_TASK TO COMPLETE_
Once you find a line containing the word "Chênes" in the entries below, copy it.

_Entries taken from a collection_
== Segment start ==
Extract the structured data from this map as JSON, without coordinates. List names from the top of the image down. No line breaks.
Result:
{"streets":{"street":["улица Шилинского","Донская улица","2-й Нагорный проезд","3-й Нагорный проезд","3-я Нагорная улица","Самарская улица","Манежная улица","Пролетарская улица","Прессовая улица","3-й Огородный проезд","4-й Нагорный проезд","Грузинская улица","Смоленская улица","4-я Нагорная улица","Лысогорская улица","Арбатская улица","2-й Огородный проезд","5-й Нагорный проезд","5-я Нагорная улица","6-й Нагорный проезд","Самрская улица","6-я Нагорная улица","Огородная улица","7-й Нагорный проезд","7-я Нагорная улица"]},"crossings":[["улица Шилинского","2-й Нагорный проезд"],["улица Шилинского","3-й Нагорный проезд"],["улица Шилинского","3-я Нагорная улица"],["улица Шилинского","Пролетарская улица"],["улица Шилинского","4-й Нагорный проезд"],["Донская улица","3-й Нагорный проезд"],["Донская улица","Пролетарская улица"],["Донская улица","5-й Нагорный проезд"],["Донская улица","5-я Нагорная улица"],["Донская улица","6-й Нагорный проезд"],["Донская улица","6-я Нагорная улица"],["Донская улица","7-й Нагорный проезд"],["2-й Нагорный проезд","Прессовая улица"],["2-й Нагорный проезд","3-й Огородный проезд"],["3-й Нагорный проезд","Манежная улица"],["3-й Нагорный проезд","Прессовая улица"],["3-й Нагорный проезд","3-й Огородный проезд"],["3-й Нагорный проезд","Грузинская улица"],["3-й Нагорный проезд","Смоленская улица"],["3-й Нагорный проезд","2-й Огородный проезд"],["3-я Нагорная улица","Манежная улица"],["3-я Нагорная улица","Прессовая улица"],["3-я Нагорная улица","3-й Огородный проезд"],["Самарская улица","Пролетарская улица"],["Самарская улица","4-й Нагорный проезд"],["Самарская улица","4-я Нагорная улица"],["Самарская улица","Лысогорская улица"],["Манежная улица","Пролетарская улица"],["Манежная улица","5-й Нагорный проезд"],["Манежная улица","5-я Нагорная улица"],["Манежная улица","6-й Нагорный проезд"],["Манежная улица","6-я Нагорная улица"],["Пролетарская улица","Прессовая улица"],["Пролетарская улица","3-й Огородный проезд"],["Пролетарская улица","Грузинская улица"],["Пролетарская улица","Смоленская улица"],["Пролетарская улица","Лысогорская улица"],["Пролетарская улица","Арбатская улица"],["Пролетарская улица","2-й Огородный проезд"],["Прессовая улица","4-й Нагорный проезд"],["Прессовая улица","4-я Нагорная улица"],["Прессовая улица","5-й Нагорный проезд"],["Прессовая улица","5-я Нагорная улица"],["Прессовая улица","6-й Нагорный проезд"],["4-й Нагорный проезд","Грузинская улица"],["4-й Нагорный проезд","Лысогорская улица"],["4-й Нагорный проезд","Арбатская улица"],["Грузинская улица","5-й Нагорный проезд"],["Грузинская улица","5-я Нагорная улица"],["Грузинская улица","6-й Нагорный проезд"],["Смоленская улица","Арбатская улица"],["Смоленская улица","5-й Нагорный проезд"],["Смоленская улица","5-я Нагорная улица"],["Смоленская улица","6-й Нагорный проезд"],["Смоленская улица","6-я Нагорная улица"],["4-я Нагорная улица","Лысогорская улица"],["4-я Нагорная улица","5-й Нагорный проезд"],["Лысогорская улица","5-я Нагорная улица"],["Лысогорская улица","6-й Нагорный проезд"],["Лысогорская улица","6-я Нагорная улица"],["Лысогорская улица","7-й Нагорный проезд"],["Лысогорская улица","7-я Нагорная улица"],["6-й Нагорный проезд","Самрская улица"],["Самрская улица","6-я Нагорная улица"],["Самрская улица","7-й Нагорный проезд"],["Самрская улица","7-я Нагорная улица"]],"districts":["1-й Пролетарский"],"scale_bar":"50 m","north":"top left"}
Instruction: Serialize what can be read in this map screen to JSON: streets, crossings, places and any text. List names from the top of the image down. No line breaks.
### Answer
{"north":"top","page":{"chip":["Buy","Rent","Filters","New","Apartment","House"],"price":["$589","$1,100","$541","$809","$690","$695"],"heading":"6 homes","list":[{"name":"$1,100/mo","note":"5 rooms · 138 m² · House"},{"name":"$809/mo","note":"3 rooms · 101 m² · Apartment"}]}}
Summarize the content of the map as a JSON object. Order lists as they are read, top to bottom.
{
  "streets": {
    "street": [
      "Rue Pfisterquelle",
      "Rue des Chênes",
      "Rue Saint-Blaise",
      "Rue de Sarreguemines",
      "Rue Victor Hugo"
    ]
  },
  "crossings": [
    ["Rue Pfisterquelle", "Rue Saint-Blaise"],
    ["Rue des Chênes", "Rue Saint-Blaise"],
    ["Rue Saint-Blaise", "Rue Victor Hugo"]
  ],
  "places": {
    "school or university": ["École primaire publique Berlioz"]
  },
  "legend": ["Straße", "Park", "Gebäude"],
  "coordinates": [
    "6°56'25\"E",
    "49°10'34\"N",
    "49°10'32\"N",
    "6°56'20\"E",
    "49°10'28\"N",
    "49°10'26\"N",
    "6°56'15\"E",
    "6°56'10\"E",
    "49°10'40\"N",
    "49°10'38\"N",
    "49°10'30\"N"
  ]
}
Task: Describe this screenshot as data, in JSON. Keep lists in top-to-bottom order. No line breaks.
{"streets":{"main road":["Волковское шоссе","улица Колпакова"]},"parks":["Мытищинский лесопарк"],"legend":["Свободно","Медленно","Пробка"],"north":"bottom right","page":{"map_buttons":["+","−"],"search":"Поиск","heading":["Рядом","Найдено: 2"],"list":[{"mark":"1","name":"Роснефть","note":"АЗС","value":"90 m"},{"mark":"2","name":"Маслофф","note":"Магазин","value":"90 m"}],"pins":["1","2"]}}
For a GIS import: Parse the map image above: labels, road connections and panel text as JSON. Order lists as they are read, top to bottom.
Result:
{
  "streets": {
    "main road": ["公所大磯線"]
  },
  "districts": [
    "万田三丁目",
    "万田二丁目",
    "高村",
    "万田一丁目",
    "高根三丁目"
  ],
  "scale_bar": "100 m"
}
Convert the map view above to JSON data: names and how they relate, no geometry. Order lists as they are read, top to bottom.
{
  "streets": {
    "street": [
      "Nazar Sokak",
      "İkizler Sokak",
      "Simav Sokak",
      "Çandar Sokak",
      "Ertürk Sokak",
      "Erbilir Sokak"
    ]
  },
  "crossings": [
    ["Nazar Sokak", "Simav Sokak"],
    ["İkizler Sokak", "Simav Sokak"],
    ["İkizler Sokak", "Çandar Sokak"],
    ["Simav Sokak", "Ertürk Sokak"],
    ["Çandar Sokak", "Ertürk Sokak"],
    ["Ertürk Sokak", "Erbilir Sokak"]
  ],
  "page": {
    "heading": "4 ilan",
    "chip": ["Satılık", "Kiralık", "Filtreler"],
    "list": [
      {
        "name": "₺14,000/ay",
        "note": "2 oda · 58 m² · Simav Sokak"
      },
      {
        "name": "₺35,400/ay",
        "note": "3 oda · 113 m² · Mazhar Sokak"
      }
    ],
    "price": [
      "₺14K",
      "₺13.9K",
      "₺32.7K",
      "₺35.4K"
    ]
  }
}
== Segment end ==
_ANSWER TO THIS EXERCISE_
      "Rue des Chênes",
    ["Rue des Chênes", "Rue Saint-Blaise"],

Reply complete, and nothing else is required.